The data:
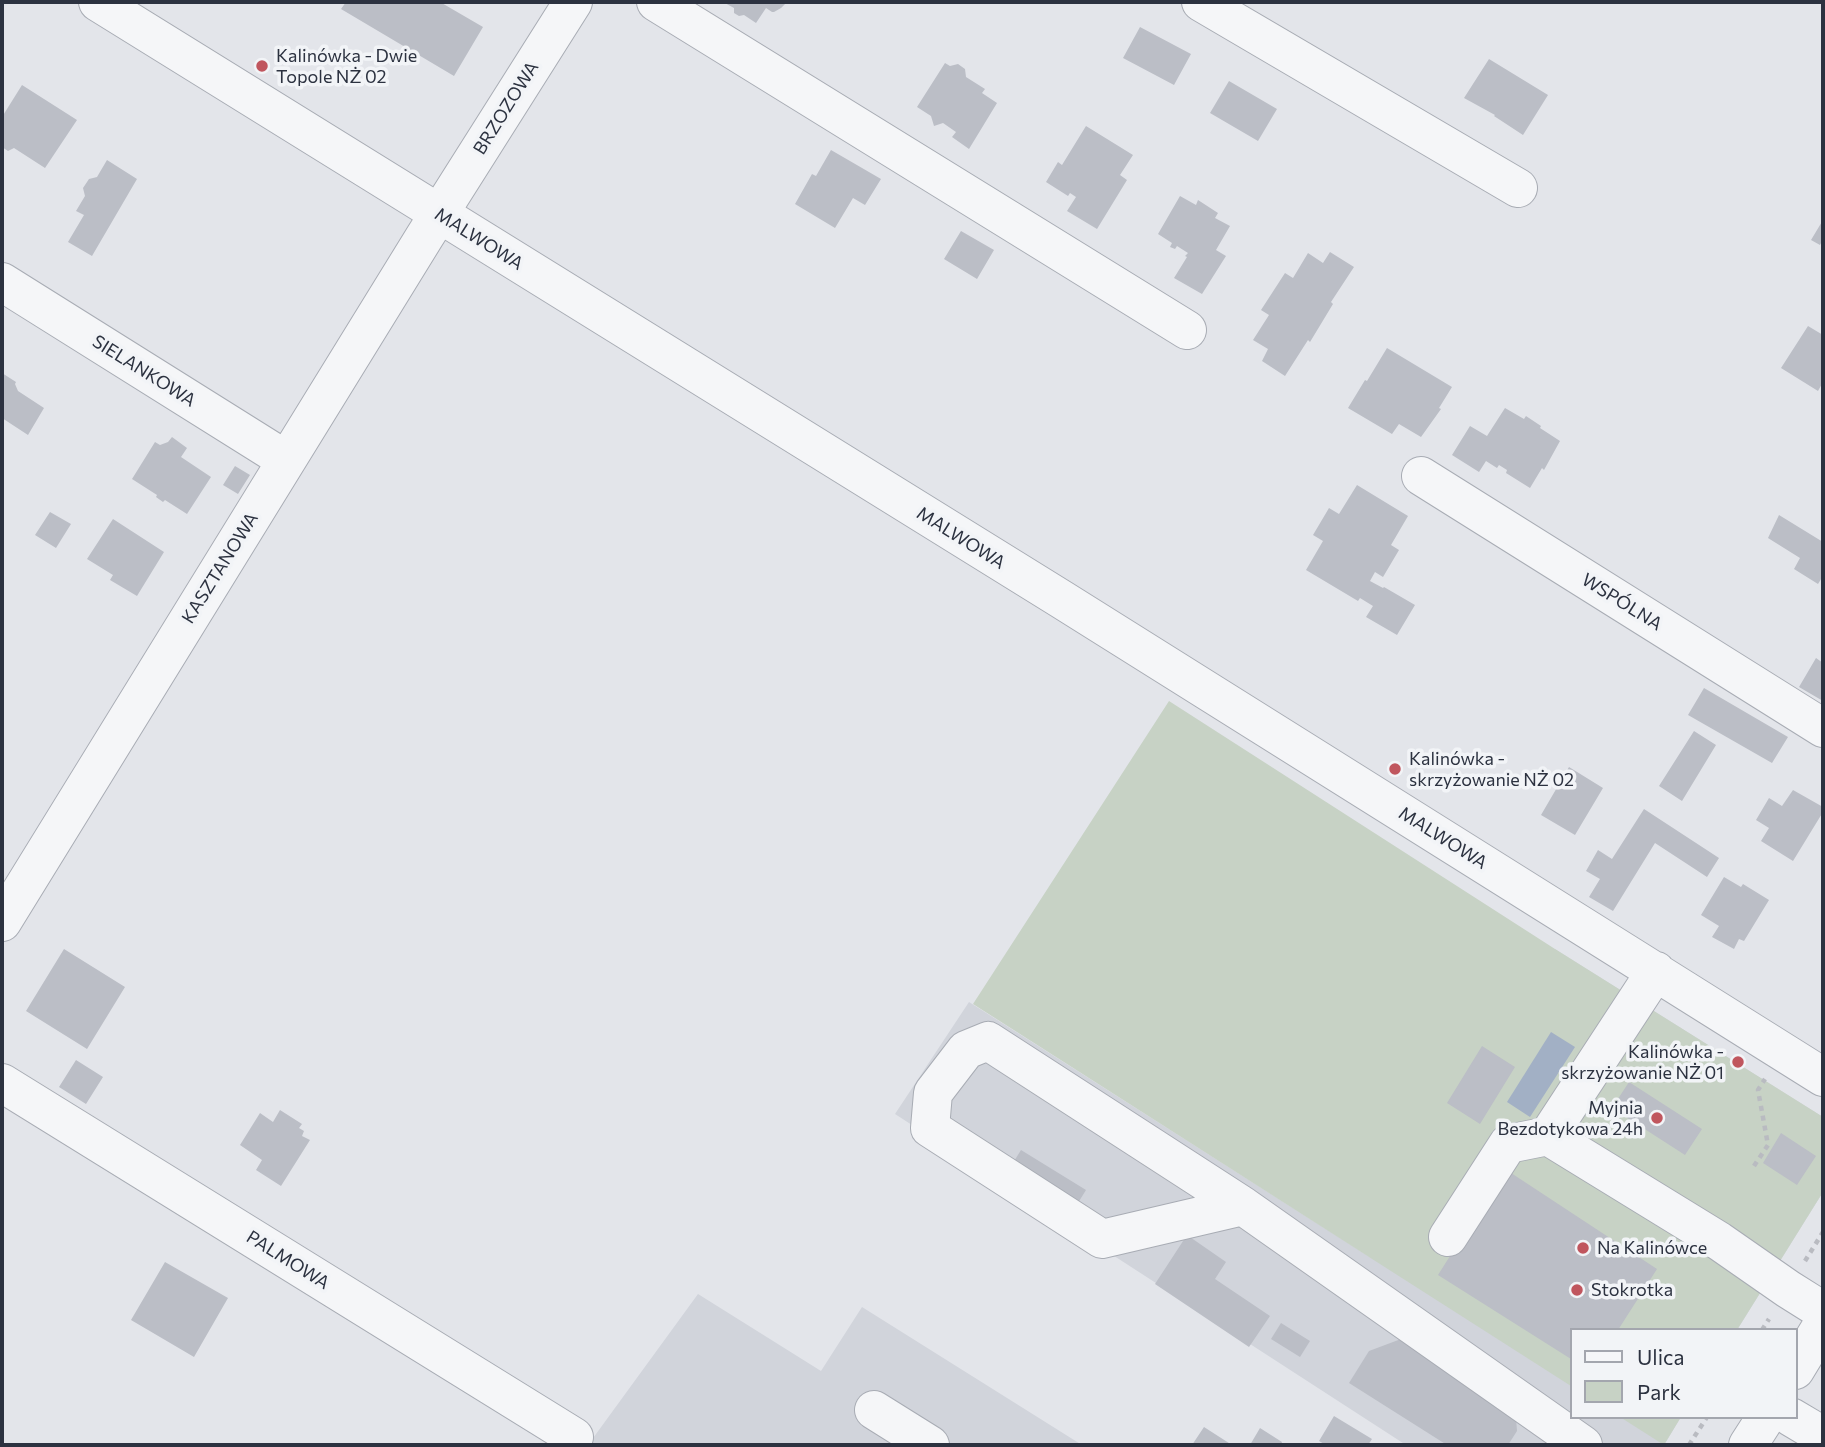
<!DOCTYPE html>
<html>
<head>
<meta charset="utf-8">
<style>
	body { margin:0 }
	#map { position:relative; width:1825px; height:1447px; overflow:hidden; background:#e3e5ea; font-family:Commissioner,sans-serif }
	canvas { display:block }
	.frame { position:absolute; inset:0; border:4px solid #2c3240; pointer-events:none }
	.legend { position:absolute; left:1570px; top:1328px; width:228px; height:91px; box-sizing:border-box; background:#f2f4f7; border:2px solid #a3a6ae; margin:0; padding:9px 12px; list-style:none; font-size:21px; color:#2c3240 }
	.legend li { display:flex; align-items:center; gap:14px; height:35px }
	.legend b { width:35px; border:2px solid #a3a6ae }
</style>
</head>
<body>
<div id="map">
<canvas width="1825" height="1447"></canvas>
<div class="frame"></div>
<ul class="legend">
<li><b style="height:9px;background:#f5f6f8"></b>Ulica</li>
<li><b style="height:19px;background:#c7d2c5"></b>Park</li>
</ul>
</div>
<script>
const g = document.querySelector('canvas').getContext('2d');
g.lineJoin = 'round';
function fillPath(path, color) { g.fillStyle = color; g.fill(path, 'evenodd'); }
const shape = rows => new Path2D(rows.map(r => 'M' + r).join(''));
function trace(path, color, width, dash) { g.strokeStyle = color; g.lineWidth = width; g.lineCap = dash ? 'butt' : 'round'; g.setLineDash(dash || []); g.stroke(path); }
function write(font, color, halo, rows, align = 'center') {
  g.font = font + ' Commissioner,sans-serif'; g.lineWidth = 7; g.setLineDash([]); g.textBaseline = 'middle'; g.strokeStyle = halo; g.fillStyle = color; for (const [text, x, y, turn = 0] of rows) {
    g.save(); g.translate(x, y); g.rotate((+turn || 0) * Math.PI / 180); g.textAlign = isNaN(turn) ? turn : align; if (halo) g.strokeText(text, 0, 0); g.fillText(text, 0, 0); g.restore();
  }
}
fillPath(shape([
	[1555,949,1823,1117,1823,1192,1737,1330,1571,1330,1571,1417,1681,1417,1664,1445,1406,1445,895,1114,969,1002,1370,1257],
	[698,1294,821,1371,862,1307,1082,1445,588,1445]
]), '#d1d4db');
fillPath(shape([
	[1169,701,1555,949,1823,1117,1823,1192,1737,1330,1571,1330,1571,1386,973,1004],
	[1620,1417,1681,1417,1664,1445]
]), '#c7d2c5');
fillPath(shape([
	[1551,1032,1575,1047,1530,1117,1507,1102]
]), '#a2b0c5');
fillPath(shape([
	[346,2,440,2,483,27,454,76,341,9],
	[723,2,787,2,781,8,774,12,772,12,766,8,756,23,744,15,739,16,734,13,734,8],
	[1140,27,1191,54,1174,85,1123,58],
	[1489,59,1548,95,1523,135,1494,116,1495,115,1464,98],
	[945,63,950,66,958,64,965,69,966,77,985,89,982,93,997,103,969,149,952,137,956,132,943,123,934,126,931,116,917,107],
	[1229,81,1277,109,1258,141,1210,113],
	[22,85,77,120,45,168,14,148,8,151,2,147,2,117],
	[1086,126,1133,155,1120,175,1127,180,1097,229,1067,211,1076,197,1070,193,1068,196,1046,182,1058,162,1062,165],
	[831,150,881,179,865,205,853,198,835,228,795,204,812,174,816,176],
	[107,160,137,179,92,256,68,242,84,215,76,211,85,196,83,188,89,179,97,177],
	[1180,196,1196,205,1198,200,1218,213,1215,218,1230,226,1216,250,1226,256,1202,294,1174,278,1187,257,1185,256,1188,253,1177,246,1175,249,1170,247,1172,243,1158,234],
	[1823,220,1823,239,1820,245,1811,240],
	[961,231,994,250,977,279,944,259],
	[1330,252,1354,267,1331,302,1333,304,1310,342,1308,340,1285,376,1262,361,1268,349,1253,340,1269,315,1261,310,1285,273,1293,278,1308,253,1323,263],
	[1808,326,1823,335,1823,382,1818,391,1781,368],
	[1387,348,1452,387,1439,408,1441,409,1421,437,1399,424,1392,434,1348,408,1365,380,1367,381],
	[2,373,16,382,15,384,18,391,44,408,28,435,2,418],
	[1505,408,1524,419,1526,416,1541,426,1540,428,1560,441,1544,470,1542,468,1530,488,1506,473,1507,470,1499,465,1497,468,1486,461,1479,472,1452,455,1470,426,1487,436],
	[172,437,187,448,181,457,211,477,187,514,165,500,163,502,156,497,157,495,132,479,155,442,160,445,168,442],
	[235,466,250,475,238,494,223,485],
	[1357,485,1408,516,1391,545,1399,550,1383,577,1375,572,1370,581,1383,588,1384,587,1415,605,1397,635,1366,617,1373,606,1360,598,1358,601,1306,570,1323,541,1313,535,1329,508,1339,514],
	[50,512,71,524,56,548,35,535],
	[1779,515,1823,542,1823,576,1818,584,1794,569,1800,558,1768,538],
	[113,519,164,552,137,596,110,580,113,575,87,559],
	[1816,658,1823,663,1823,701,1799,687],
	[1704,688,1788,737,1772,763,1688,715],
	[1694,731,1716,745,1682,801,1659,786],
	[1569,767,1603,788,1575,835,1541,815],
	[1793,790,1823,807,1823,812,1793,861,1761,841,1769,828,1756,820,1769,798,1782,806],
	[1644,809,1719,858,1707,877,1655,843,1613,911,1589,897,1600,879,1586,871,1598,850,1612,859],
	[1724,877,1741,887,1743,884,1769,900,1744,941,1739,939,1734,949,1712,937,1719,926,1701,915],
	[64,949,125,987,87,1049,26,1011],
	[1482,1046,1515,1067,1480,1124,1447,1103],
	[76,1060,103,1077,86,1104,59,1087],
	[1629,1082,1702,1129,1685,1155,1612,1108],
	[280,1110,302,1124,299,1128,304,1131,302,1136,310,1140,281,1186,256,1170,262,1160,240,1145,260,1113,273,1122],
	[1781,1133,1816,1156,1797,1185,1763,1163],
	[1021,1150,1086,1190,1073,1211,1008,1171],
	[1505,1169,1657,1269,1618,1330,1571,1330,1571,1359,1438,1275],
	[1187,1235,1226,1262,1215,1279,1270,1316,1249,1347,1155,1284],
	[165,1262,228,1298,194,1357,131,1320],
	[1281,1323,1310,1341,1300,1357,1271,1339],
	[1401,1339,1516,1418,1517,1431,1508,1445,1447,1445,1349,1383,1369,1351],
	[1334,1416,1372,1439,1368,1445,1326,1445,1319,1441],
	[1204,1427,1232,1445,1192,1445],
	[1260,1428,1282,1442,1281,1445,1250,1445]
]), '#bbbec6');
const minor = shape([
	[98,2,1061,599,1823,1077],
	[656,2,1187,330],
	[1201,2,1518,188],
	[2,282,286,460],
	[1421,476,1823,728],
	[2,922,425,236,573,2],
	[1656,971,1548,1136,1719,1241,1788,1289,1823,1311],
	[2,1083,574,1437],
	[1243,1206,1102,1239,930,1128,933,1093,966,1050,988,1041,1243,1206,1583,1445],
	[1448,1237,1508,1144,1548,1136],
	[1795,1370,1823,1324],
	[874,1410,930,1445],
	[1791,1417,1823,1436],
	[1748,1445,1766,1417]
]);
trace(minor, '#a8acb4', 40);
trace(shape([
	[1754,1166,1768,1145,1758,1090,1765,1079],
	[1805,1261,1823,1232],
	[1762,1330,1769,1319],
	[1689,1445,1707,1417]
]), '#b9bbc1', 4.5, [5, 5]);
trace(minor, '#f5f6f8', 38);
for (const [x, y, r, color] of [
	[262,66,7,"#c0565e"],
	[1395,769,7,"#c0565e"],
	[1738,1062,7,"#c0565e"],
	[1657,1118,7,"#c0565e"],
	[1583,1248,7,"#c0565e"],
	[1577,1290,7,"#c0565e"]
]) { const dot = new Path2D(); dot.arc(x, y, r, 0, 2 * Math.PI); g.fillStyle = color; g.fill(dot); trace(dot, '#f2f4f7', 2.5); }
write('18px', '#2c3240', '#f2f4f7', [
	["Kalinówka - Dwie",276,56],
	["Topole NŻ 02",276,77],
	["Kalinówka -",1409,759],
	["skrzyżowanie NŻ 02",1409,780],
	["Kalinówka -",1724,1052,"right"],
	["skrzyżowanie NŻ 01",1724,1073,"right"],
	["Myjnia",1643,1108,"right"],
	["Bezdotykowa 24h",1643,1129,"right"],
	["Na Kalinówce",1597,1248],
	["Stokrotka",1591,1290]
], 'left');
write('18px', '#2c3240', '#f2f4f7', [
	["BRZOZOWA",506,108,-58],
	["MALWOWA",479,239,32],
	["SIELANKOWA",144,371,32],
	["MALWOWA",961,538,32],
	["KASZTANOWA",220,568,-58],
	["WSPÓLNA",1622,602,32],
	["MALWOWA",1443,838,32],
	["PALMOWA",288,1260,32]
]);
</script>
</body>
</html>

Exercise objective: Gather, from the listing above, every line carrying the word "Math".

Response area:
    g.save(); g.translate(x, y); g.rotate((+turn || 0) * Math.PI / 180); g.textAlign = isNaN(turn) ? turn : align; if (halo) g.strokeText(text, 0, 0); g.fillText(text, 0, 0); g.restore();
]) { const dot = new Path2D(); dot.arc(x, y, r, 0, 2 * Math.PI); g.fillStyle = color; g.fill(dot); trace(dot, '#f2f4f7', 2.5); }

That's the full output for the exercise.